The effect of neonatal thymectomy on gonadotropin secretion in the female rat

Abstract

The thymoprivic condition in the neonatally thymectomized or nude female mouse is accompanied by changes in estrous cyclicity, ovarian development and gonadotropin secretion. In the present studies, the neonatally thymectonized female rat was utilized to further investigate the nature of these changes in an attempt to clarify the role of the thymus in reproductive endocrine function. Two day old female Sprague-Dawley pups were thymectomized (TX) or sham thymectomized (STX) under anesthesia by hypothermia and allowed to recover under the care of their dams. Following vaginal opening at approximately 31-32 days of age, both TX and STX rats showed (100) normal estrous cyclicity. However, a high percentage of mature TX rats (37%) had inconsistencies in cycling, characterized by diestrous stages of lengths varying from 1-7 days. Some adult TX rats 100-150 days of age (41.6%) developed a borderline syndrome of ovarian dysgenesis termed "follicular dysgenesis" consisting of reductions in the numbers of corpora lutea growing and mature and enhanced follicular atresia. To determine whether the pituitary of the TX rat was functionally intact, plasma luteinizing hormone (LH) levels were measured by radioimmunoassay following the administration of synthetic luteinizing hormone releasing hormone (LHRH). Thymectomized rats released consistently and significantly greater amounts of LH than their sham operated littermates in response to 100 ng intravenously administered LHRH, a difference that was significant at the p < 0.01 or p < 0.005 levels (Student's t test).

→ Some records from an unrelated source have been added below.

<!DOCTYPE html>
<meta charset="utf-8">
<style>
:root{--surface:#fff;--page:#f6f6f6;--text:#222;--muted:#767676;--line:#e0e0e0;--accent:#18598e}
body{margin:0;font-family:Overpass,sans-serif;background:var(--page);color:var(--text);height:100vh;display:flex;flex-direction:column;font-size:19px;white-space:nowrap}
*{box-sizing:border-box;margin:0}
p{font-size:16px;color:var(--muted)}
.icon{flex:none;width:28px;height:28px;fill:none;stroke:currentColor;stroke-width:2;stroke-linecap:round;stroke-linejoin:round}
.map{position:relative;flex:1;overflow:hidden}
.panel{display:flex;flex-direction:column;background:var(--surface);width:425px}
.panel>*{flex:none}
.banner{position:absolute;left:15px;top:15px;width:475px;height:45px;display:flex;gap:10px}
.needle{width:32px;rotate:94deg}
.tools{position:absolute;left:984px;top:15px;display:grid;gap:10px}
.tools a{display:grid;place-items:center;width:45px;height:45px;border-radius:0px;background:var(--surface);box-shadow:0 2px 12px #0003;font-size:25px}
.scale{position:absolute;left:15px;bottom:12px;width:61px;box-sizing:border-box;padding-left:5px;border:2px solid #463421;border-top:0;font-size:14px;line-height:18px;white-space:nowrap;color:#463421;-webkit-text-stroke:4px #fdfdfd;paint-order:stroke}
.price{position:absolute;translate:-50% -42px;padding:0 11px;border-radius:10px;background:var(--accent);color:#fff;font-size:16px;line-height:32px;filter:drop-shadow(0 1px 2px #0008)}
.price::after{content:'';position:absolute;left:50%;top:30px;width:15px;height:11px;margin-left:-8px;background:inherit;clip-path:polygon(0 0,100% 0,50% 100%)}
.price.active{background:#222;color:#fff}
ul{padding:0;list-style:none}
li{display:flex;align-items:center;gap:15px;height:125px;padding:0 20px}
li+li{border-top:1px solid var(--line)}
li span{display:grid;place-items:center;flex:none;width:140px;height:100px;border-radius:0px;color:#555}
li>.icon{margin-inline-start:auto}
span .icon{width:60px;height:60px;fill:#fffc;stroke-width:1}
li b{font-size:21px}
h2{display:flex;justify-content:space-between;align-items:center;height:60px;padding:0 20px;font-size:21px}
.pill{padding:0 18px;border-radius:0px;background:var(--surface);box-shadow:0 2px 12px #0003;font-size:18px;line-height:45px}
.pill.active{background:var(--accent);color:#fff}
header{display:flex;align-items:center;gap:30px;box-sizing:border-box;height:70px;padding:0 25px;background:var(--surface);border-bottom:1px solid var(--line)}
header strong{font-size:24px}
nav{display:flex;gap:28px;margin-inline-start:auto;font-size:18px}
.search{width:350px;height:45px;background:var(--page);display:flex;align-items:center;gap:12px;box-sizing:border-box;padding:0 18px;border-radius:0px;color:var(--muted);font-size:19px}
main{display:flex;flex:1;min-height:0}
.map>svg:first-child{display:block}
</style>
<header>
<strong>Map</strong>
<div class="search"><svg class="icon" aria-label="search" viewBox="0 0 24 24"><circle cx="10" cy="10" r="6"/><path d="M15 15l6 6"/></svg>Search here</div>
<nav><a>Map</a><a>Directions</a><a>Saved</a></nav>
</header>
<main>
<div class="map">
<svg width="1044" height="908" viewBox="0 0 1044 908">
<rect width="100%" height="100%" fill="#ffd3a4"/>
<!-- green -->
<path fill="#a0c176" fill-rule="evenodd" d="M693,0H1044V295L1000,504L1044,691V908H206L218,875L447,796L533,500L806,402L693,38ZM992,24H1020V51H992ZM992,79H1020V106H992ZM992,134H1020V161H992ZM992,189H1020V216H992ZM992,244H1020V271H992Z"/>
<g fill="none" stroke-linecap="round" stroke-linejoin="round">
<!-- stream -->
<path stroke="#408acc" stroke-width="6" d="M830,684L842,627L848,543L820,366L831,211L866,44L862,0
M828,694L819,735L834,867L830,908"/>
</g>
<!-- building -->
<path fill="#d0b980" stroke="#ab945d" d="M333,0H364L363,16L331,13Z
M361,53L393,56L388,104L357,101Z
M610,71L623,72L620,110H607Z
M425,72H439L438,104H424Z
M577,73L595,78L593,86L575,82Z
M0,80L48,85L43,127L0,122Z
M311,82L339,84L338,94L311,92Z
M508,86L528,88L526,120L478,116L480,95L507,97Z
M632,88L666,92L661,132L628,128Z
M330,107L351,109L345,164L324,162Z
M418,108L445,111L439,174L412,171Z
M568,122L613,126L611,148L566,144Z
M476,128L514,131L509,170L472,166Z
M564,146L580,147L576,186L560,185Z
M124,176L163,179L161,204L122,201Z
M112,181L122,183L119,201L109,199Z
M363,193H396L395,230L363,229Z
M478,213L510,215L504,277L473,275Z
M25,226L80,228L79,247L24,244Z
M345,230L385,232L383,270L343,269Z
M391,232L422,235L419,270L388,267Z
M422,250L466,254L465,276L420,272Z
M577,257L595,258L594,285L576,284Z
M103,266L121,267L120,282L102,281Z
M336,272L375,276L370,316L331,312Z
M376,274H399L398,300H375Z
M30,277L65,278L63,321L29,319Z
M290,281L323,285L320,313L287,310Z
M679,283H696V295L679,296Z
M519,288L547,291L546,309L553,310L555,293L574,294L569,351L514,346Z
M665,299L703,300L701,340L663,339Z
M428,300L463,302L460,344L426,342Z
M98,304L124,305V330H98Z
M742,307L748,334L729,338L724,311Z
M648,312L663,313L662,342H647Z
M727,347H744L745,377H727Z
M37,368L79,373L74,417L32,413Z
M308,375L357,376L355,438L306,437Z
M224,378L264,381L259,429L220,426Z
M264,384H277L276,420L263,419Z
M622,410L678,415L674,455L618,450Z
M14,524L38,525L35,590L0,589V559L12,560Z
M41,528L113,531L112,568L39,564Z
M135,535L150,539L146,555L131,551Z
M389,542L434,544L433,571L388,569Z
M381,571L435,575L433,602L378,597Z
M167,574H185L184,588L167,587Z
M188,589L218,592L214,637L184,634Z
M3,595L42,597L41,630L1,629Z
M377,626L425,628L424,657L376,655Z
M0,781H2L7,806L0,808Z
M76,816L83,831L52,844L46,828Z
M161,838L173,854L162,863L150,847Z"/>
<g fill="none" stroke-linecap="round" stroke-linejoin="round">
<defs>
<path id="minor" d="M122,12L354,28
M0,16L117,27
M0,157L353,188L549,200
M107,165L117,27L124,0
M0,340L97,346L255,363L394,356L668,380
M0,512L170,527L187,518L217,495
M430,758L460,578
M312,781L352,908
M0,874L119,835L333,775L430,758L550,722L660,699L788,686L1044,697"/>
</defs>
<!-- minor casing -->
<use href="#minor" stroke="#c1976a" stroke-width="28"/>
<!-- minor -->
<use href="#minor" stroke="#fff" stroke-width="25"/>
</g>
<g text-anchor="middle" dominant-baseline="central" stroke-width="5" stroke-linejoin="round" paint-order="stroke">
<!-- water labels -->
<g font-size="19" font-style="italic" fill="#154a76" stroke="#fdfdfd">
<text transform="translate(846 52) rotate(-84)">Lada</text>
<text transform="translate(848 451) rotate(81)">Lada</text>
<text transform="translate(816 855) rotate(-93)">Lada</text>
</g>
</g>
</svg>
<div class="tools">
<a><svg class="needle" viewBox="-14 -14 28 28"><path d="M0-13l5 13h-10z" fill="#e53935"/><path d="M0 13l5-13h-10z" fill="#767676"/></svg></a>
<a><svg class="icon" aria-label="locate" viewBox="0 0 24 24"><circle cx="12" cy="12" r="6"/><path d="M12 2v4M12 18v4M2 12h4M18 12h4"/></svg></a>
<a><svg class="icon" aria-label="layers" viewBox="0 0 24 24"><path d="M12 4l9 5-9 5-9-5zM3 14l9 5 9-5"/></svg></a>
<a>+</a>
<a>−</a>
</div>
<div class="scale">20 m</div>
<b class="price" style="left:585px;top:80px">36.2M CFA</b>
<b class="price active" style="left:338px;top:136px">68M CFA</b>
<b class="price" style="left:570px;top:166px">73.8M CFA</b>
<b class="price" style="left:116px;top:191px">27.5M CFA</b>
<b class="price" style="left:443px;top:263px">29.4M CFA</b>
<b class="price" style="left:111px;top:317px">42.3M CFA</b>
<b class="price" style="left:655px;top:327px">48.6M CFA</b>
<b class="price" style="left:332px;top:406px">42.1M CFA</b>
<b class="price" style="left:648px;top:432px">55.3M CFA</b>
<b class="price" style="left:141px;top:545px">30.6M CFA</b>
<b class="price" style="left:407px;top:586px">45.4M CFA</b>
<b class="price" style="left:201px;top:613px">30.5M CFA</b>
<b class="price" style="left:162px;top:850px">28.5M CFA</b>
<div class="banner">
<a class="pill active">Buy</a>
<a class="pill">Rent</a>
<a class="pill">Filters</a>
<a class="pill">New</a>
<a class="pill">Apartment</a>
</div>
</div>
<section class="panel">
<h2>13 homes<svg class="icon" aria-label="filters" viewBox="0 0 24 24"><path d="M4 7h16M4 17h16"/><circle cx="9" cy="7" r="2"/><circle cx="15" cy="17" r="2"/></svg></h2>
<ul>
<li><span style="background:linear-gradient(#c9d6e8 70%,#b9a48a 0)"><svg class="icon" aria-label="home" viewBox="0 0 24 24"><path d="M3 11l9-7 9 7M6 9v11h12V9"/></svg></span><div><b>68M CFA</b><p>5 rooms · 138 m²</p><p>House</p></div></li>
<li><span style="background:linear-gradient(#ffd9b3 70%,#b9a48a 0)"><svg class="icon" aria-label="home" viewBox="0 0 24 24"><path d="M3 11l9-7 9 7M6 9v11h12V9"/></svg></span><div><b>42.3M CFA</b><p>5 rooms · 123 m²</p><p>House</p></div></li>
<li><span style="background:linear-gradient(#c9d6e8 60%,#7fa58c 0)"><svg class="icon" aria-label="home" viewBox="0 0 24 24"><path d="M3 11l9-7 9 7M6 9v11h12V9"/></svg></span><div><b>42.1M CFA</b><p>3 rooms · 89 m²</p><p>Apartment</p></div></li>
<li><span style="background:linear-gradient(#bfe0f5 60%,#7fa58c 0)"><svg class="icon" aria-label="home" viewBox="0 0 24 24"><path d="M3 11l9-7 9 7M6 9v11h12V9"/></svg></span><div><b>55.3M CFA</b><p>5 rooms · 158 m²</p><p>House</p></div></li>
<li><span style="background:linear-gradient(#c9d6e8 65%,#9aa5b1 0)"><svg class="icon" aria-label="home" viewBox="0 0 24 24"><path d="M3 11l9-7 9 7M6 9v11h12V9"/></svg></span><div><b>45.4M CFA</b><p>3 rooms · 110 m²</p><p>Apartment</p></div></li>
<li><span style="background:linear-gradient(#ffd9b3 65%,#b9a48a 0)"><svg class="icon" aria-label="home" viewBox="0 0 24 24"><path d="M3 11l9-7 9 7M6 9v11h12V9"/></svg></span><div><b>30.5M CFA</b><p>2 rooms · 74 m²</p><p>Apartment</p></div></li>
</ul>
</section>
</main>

The possibility that the pituitary of the athymic rodent overresponds to hormonal stimulation is supported by these findings and by data derived from a second experiment in which TX rats released greater quantities of LH in response to estradiol positive feedback stimulation than STX rats. No differences were found in the LH response to ovariectomy in the TX and STX animals, implying that the negative feedback mechanism is intact and operating normally in the TX rodent. The data support a hypothalamic primary site of thymic influence functioning during a strictly defined neonatal critical period and suggest that removal of the thymus during this period results in a lesion of the tuberal and possibly the preoptic areas.